La CENI serait-elle enfin indépendante ? S’il était permis d’emprunter un raccourci, tout heureux, on s’empresserait de répondre par l’affirmative. En effet, au regard du décalage entre le discours développé actuellement par la quasi-totalité des acteurs politiques de l’opposition à propos des élections locales et le silence relatif de leurs représentants au sein de l’instance en charge de l’organisation des élections et du référendum en Guinée, on en conclurait presque que les seconds ne dépendent plus des premiers !
Pendant que Cellou Dalein Diallo, Sydia Touré et d’autres s’alarment face au retard dans l’organisation des élections communales et communautaires, aucune voix ne s’élève à l’intérieur de la CENI pour se démarquer du discours officiel de l’institution, issu de la retraite de Kindia. Pour les commissaires de la CENI, il n’est visiblement plus question de s’aligner systématiquement sur les positions des différents états-majors politiques. Du moins pour ce qui est de l’opposition.

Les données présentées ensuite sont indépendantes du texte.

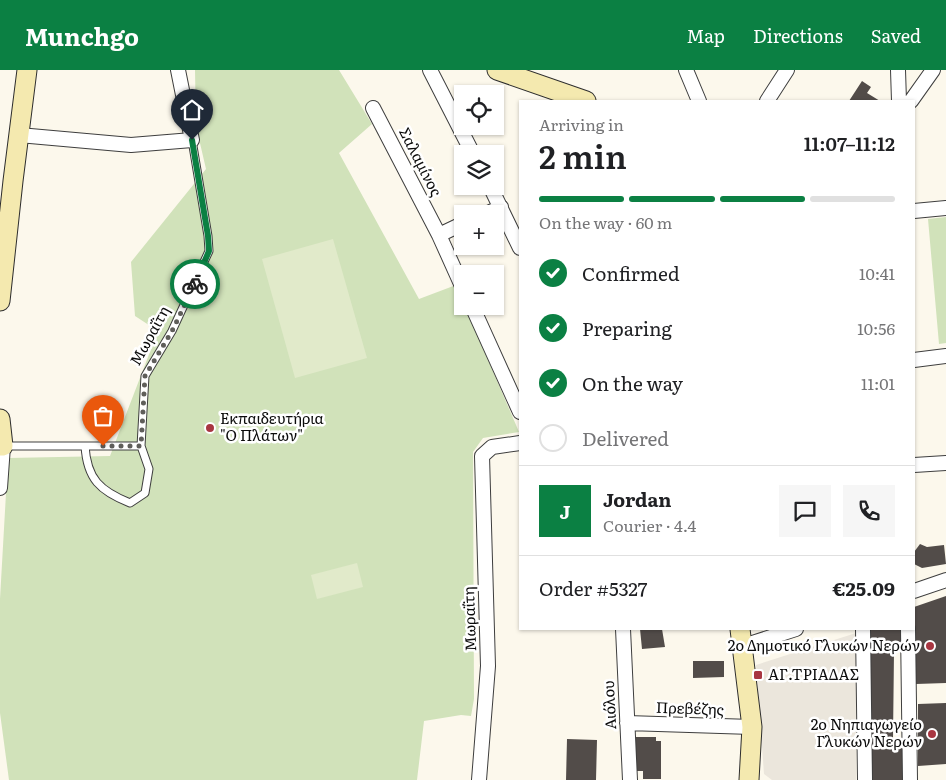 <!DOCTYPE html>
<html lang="en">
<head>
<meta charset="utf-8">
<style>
	body { margin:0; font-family:Literata,serif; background:#f6f6f6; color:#202124; height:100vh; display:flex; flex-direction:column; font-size:19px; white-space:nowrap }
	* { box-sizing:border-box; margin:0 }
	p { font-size:16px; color:#757577 }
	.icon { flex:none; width:28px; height:28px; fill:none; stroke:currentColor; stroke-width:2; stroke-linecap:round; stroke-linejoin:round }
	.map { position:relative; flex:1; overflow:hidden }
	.details { position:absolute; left:519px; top:30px; width:396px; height:530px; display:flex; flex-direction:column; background:#fff; border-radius:0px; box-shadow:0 1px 4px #0004 }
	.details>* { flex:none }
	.tools { position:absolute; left:454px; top:15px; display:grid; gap:10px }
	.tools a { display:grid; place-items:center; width:50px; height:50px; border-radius:0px; background:#fff; box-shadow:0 1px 4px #0004; font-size:25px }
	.pin { position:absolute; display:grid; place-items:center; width:42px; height:42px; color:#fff; margin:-51px -21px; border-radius:50% 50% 50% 0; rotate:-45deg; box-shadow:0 0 5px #0007 }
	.pin .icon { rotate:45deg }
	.courier { position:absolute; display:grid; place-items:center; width:50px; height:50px; margin:-25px; border:4px solid #0b8043; border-radius:50%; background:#fff; color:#222; box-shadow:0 1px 6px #0007 }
	.headline em { font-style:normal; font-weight:600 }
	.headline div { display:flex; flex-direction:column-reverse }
	.headline { display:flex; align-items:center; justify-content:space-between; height:85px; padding:0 20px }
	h1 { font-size:32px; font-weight:600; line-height:38px }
	.bar { display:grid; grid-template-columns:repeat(4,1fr); gap:8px 5px; align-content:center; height:60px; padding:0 20px }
	.bar i { height:6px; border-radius:4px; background:#e0e0e0 }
	.bar .active { background:#0b8043 }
	.bar p { grid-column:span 4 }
	.line { display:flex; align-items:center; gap:12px; padding:0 20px; border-top:1px solid #e0e0e0 }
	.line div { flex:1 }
	.round { display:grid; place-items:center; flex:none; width:52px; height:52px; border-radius:0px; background:#f6f6f6 }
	ol { padding:0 20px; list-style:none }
	li { display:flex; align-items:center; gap:15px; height:55px }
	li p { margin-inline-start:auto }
	li .icon { padding:5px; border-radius:50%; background:#0b8043; color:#fff; stroke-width:4 }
	li:last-child { color:#757577 }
	li i { width:28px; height:28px; border:2px solid #e0e0e0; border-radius:50% }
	header { display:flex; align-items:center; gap:30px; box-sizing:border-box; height:70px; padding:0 25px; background:#0b8043; color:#fff }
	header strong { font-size:24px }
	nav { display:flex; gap:28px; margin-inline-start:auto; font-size:18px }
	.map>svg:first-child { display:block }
	.green { fill:#d1e2ba }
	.pitch { fill:#e1eaca }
	.plaza { fill:#ebe6dc }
	.building { fill:#524c49 }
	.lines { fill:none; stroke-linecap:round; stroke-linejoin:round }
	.lane-casing { stroke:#3e3e3e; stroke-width:9 }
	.street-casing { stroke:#3e3e3e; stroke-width:16 }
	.secondary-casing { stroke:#2d2d2d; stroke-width:21 }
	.lane { stroke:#fff; stroke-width:7 }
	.street { stroke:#fff; stroke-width:14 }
	.secondary { stroke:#f4e9af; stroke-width:19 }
	.done { stroke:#5f5e5a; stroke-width:5; stroke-dasharray:0 9 }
	.route { stroke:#0b8043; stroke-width:6 }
	.poi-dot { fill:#a83641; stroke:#fff; stroke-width:2 }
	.labels { text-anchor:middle; stroke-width:5; stroke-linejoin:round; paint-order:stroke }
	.street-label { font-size:15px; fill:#0b0b0b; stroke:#fff }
	.poi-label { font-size:15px; fill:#0b0b0b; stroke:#fff; text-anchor:start }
</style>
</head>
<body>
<header>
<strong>Munchgo</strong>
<nav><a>Map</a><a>Directions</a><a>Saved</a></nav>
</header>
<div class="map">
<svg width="946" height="710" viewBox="0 0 946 710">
	<rect width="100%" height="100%" fill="#fcf8ec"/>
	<path class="green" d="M195,0H339L372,54L339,83L419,229L456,215L462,230V236H465L519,362L483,368L473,382L474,629L471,646L461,645L424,651L417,710H9L0,643V529L8,388L110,386L158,261L135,246L131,192L206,99L196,56Z
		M946,147V273L939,274L928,149Z"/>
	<path class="pitch" d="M333,169L367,288L295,308L262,189Z
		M357,493L363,517L317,529L311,505Z"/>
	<path class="plaza" d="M856,563V710H772L764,704L756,595Z"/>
	<path class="building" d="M862,11L871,17L867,23L880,31H849Z
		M920,474L927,477L944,475L946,494L922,498L914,494V482Z
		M946,526V613L916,614L914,537Z
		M640,559H662L665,577L642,579Z
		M871,559H902L901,582H894L893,668H904V710H870Z
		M693,591H724V607L693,608Z
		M946,633V694L918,696V634Z
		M635,667H656V671H661V709H643V701H636Z
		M567,669L597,670L596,710H566Z"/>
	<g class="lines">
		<g class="lane-casing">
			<path id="lane" d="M4,376H141
				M85,376C87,409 100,421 130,433L145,423L149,399L141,376L145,306L172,261L209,181L208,166L192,70"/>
		</g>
		<g class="street-casing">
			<path id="street" d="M430,0L473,84
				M686,0L699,31
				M898,0L899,31
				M767,31L787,0
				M911,31L933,0
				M373,38L439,165L462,216
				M19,65L131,75L192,70L178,0
				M490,116L520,178
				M914,141L946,138
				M486,144L501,137
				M439,165L462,154
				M472,236L520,342
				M914,290L946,286
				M914,395L946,393
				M0,418L3,376
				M914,521L946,510
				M623,559L630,710
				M863,559L865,710
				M908,559L910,710
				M743,576L796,559
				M627,653L752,657
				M479,710L488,596L482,386L492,377L520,373"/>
		</g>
		<g class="secondary-casing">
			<path id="secondary" d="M497,0L586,31
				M0,231L13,111L27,0
				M0,349L3,376H0
				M740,559L752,657L749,710"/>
		</g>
		<use href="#lane" class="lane"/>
		<use href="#street" class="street"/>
		<use href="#secondary" class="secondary"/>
	</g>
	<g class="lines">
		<path class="done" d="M103,376H141L145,306L172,261L195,214"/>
		<path class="route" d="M192,70L208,166L209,181L195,214"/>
	</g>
	<g class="poi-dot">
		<circle cx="210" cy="358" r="5"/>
		<circle cx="930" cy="576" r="5"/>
		<rect x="753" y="600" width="10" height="10" rx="2.5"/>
		<circle cx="932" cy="664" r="5"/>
	</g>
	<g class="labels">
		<g class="street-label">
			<text transform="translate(420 92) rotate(63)" y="5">Σαλαμίνος</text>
			<text transform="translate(150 266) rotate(-61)" y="5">Μωραΐτη</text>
			<text transform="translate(470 549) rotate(-92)" y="5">Μωραΐτη</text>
			<text transform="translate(610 635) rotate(-93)" y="5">Αιόλου</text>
			<text transform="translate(690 639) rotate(2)" y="5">Πρεβέζης</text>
		</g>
		<g class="poi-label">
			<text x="220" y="354">Εκπαιδευτήρια<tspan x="220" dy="17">"Ο Πλάτων"</tspan></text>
			<text x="920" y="581" text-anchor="end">2ο Δημοτικό Γλυκών Νερών</text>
			<text x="768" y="610">ΑΓ.ΤΡΙΑΔΑΣ</text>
			<text x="922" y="660" text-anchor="end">2ο Νηπιαγωγείο<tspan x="922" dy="17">Γλυκών Νερών</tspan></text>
		</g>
	</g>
</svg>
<div class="tools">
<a><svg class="icon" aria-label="locate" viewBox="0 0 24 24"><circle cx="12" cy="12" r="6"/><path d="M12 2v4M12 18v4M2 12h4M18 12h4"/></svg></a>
<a><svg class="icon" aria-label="layers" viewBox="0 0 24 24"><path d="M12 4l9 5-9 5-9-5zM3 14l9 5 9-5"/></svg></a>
<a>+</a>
<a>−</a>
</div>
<div class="pin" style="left:103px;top:376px;background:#ea580c"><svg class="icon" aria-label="bag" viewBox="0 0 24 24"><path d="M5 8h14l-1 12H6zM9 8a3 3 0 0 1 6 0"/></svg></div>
<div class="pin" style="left:192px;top:70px;background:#1f2937"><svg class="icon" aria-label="home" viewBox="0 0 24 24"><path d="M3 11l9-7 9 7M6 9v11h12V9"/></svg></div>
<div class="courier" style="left:195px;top:214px"><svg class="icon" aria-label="bike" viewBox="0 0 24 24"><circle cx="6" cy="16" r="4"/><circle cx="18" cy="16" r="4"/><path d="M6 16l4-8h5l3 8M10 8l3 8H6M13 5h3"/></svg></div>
<section class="details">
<div class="headline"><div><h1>2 min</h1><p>Arriving in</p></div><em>11:07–11:12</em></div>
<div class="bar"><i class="active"></i><i class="active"></i><i class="active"></i><i></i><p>On the way · 60 m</p></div>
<ol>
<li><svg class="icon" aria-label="check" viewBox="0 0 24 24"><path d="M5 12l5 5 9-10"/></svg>Confirmed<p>10:41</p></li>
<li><svg class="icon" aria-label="check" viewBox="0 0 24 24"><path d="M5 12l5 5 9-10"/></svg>Preparing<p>10:56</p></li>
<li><svg class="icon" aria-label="check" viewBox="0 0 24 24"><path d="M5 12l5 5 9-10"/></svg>On the way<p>11:01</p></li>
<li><i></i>Delivered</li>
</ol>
<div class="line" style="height:90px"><b class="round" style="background:#0b8043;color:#fff">J</b><div><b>Jordan</b><p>Courier · 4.4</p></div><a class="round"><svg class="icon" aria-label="chat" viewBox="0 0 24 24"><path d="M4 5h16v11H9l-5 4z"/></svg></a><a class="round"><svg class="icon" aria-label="phone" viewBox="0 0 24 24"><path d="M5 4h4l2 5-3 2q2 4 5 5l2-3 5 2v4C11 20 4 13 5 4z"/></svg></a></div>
<div class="line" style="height:65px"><div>Order #5327</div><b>€25.09</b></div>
</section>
</div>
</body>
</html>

Pour autant, la loyauté de ces commissaires à la position officielle de la Commission électorale nationale indépendante (CENI) n’est pas forcément un signe d’indépendance de l’institution en tant que telle. Certes, que lesdits membres de la CENI se tiennent à une distance raisonnable des structures politiques qui les avaient mandatées, et surtout qu’ils fassent valoir la discipline en vigueur au sein de l’institution de laquelle ils relèvent, est une attitude à saluer.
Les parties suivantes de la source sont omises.